Intuitively Understanding Variational Autoencoders - Towards Data Science | byIrhum Shafkat

And why they’re so useful in creating your own generative text, art and even music

In contrast to the more standard uses of neural networks as regressors or classifiers, Variational Autoencoders (VAEs) are powerful generative models, now having applications as diverse as from generating fake human faces, to producing purely synthetic music.

This post will explore what a VAE is, the intuition behind why it works so well, and its uses as a powerful generative tool for all kinds of media.

But first, why VAEs?

Exploring a specific variation of input data[1]

When using generative models, you could simply want to generate a random, new output, that looks similar to the training data, and you can certainly do that too with VAEs. But more often, you’d like to alter, or explore variations on data you already have, and not just in a random way either, but in a desired, specific direction. This is where VAEs work better than any other method currently available.

Decoding the standard autoencoder

An autoencoder network is actually a pair of two connected networks, an encoder and a decoder. An encoder network takes in an input, and converts it into a smaller, dense representation, which the decoder network can use to convert it back to the original input.

If you’re unfamiliar with encoder networks, but familiar with Convolutional Neural Networks (CNNs), chances are, you already know what an encoder does.

The encoder inside of a CNN[a]

The convolutional layers of any CNN take in a large image (eg. rank 3 tensor of size 299x299x3), and convert it to a much more compact, dense representation (eg. rank 1 tensor of size 1000).

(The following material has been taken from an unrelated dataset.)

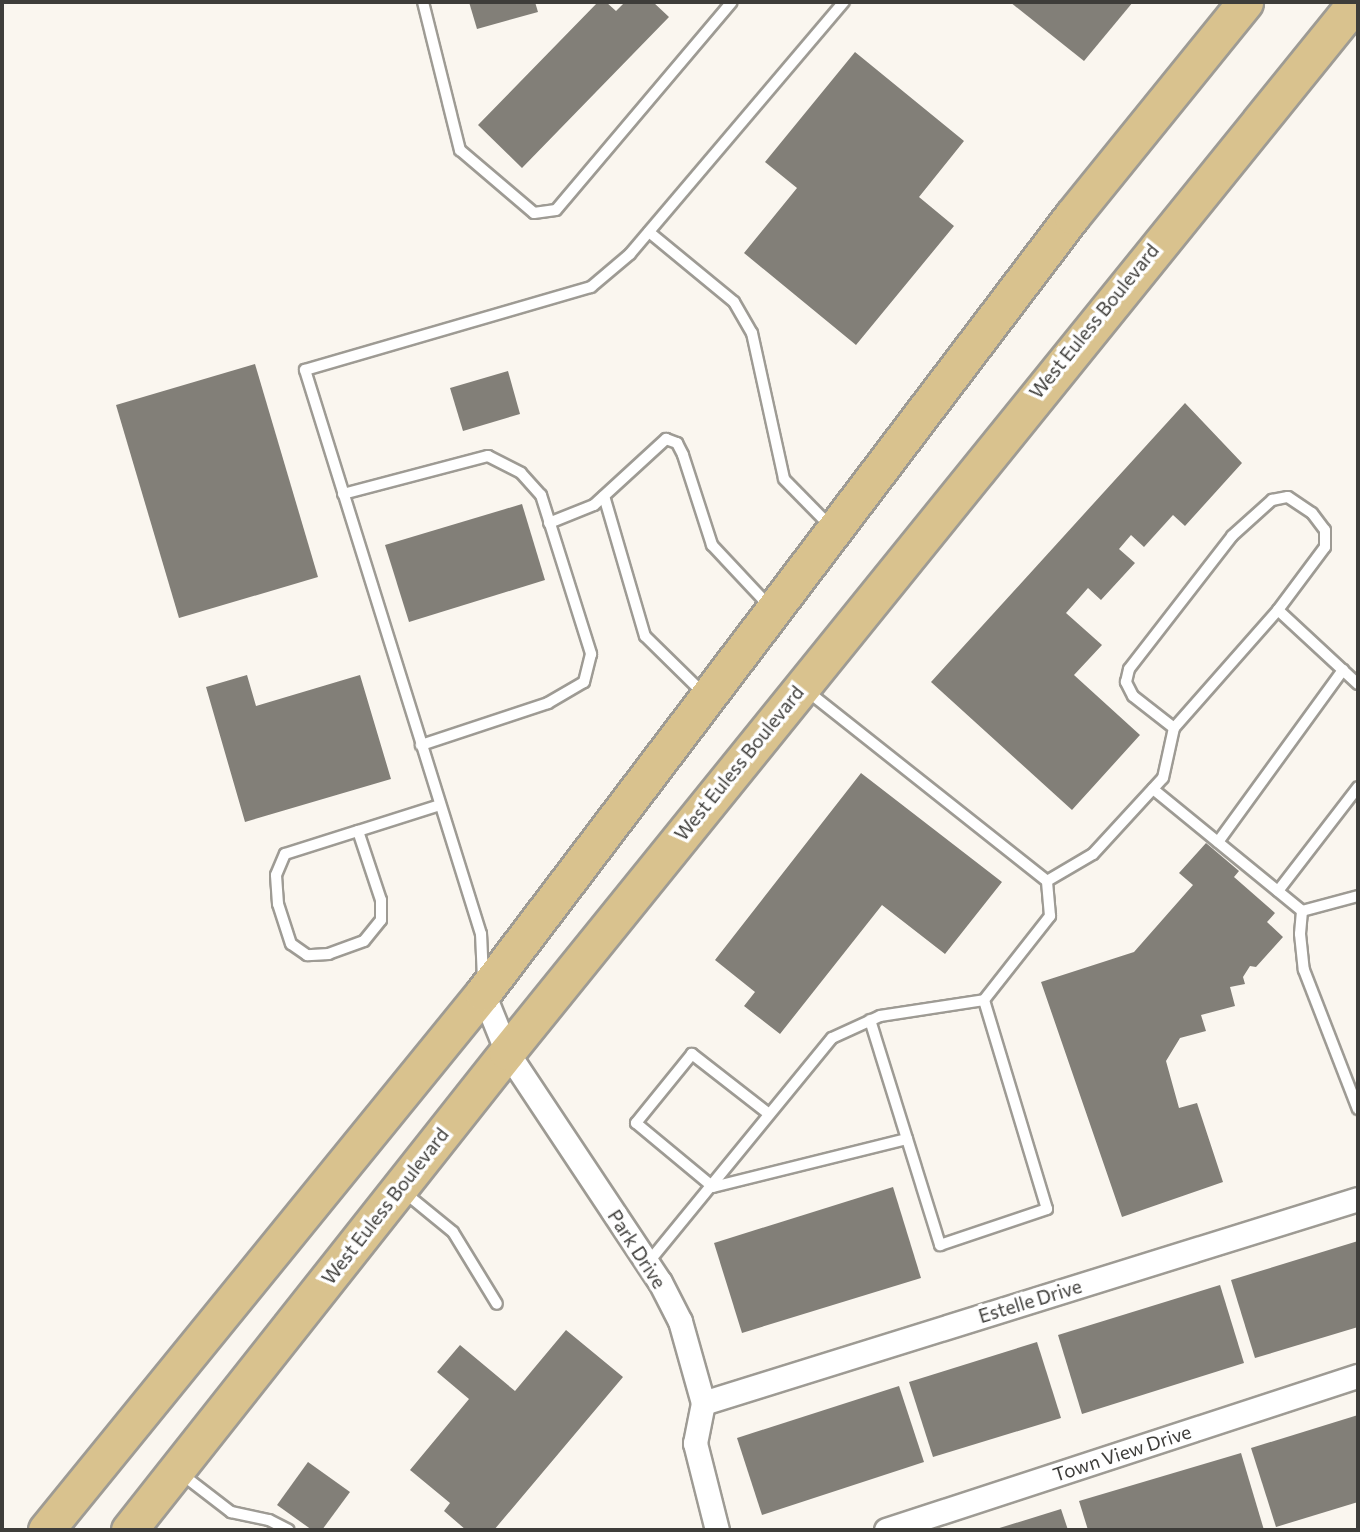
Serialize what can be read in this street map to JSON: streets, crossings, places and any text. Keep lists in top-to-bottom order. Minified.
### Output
{"streets":{"main road":["West Euless Boulevard"],"street":["Park Drive","Estelle Drive","Town View Drive"]},"crossings":[["West Euless Boulevard","Park Drive"],["Park Drive","Estelle Drive"]]}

This dense representation is then used by the fully connected classifier network to classify the image.

The encoder is similar, it is simply is a network that takes in an input and produces a much smaller representation (the encoding), that contains enough information for the next part of the network to process it into the desired output format. Typically, the encoder is trained together with the other parts of the network, optimized via back-propagation, to produce encodings specifically useful for the task at hand. In CNNs, the 1000-dimensional encodings produced are such that they’re specifically useful for classification.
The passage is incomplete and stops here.